Dictionary of National Biography, 1885-1900/Baalun, John de
BAALUN, or BALUN, JOHN de (d. 1235), justice itinerant, was a baron who possessed estates in Gloucestershire, Herefordshire, and Wiltshire, and was descended from one Hameline de Baalun, who came over with the Conqueror, built the castle of Abergavenny, and died in 1089. His father was Reginald de Balun, and in 1207 John de Balun paid a fine for the lands of Hameline, on behalf of his father, to Geoffrey Fitz-Ace and Agnes, his wife, and 100 marks and a palfrey to the king. In 12 John (1210–11) Balun accompanied the king to Ireland, but at the end of John's reign lost his lands for taking part in the barons' attack upon the king. On the accession of Henry III he was restored on returning to his allegiance, and in 9 Henry III (1224–5) was appointed a justice itinerant for Gloucestershire along with Matthew de Pateshull, archdeacon of Norfolk, Richard de Veym, and the abbot of Tewkesbury. He died in 1235. His son John paid 100l. for his relief, and did homage for his inheritance, and, dying in 1274, was succeeded by another of John's sons, Walter (Abb. Rot. Orig. i. 24).

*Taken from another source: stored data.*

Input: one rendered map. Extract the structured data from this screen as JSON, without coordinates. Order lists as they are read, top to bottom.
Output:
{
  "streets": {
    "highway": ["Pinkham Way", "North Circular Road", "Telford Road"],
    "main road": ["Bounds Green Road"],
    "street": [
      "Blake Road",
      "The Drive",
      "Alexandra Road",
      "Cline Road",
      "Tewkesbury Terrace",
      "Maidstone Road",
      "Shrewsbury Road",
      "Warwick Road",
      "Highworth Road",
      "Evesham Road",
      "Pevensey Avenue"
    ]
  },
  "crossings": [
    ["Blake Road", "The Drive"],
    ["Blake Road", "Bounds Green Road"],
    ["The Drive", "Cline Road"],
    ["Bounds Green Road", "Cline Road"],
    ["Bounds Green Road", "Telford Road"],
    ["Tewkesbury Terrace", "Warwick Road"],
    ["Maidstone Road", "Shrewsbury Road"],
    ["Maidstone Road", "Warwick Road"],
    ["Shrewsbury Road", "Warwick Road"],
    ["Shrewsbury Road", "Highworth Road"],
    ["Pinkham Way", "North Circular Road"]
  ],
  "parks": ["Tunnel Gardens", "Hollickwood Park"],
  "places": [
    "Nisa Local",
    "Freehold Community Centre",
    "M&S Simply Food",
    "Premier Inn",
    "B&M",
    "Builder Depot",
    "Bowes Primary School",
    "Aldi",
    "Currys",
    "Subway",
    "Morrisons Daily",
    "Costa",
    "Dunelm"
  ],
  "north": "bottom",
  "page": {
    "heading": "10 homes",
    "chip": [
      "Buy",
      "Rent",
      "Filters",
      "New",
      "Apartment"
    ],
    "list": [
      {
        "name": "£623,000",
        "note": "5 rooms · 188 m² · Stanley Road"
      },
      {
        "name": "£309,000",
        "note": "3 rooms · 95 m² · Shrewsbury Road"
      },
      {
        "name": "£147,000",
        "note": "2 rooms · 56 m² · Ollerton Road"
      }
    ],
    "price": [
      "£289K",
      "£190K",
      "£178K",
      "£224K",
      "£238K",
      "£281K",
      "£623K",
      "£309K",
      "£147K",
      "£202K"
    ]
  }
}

A justice itinerant who was appointed 9 Henry III and died in the following year (1226) bore the name of Roger de Baalun or Balun, and was probably a son or grandson of Wynebald de Balun of Eastington Manor, in Gloncestershire, brother of Hameline de Balun.
[Foss's Lives of the Judges; Dugdale's Origines Juridic. (Chron. Ser.); Courthope's Historic Peerage.]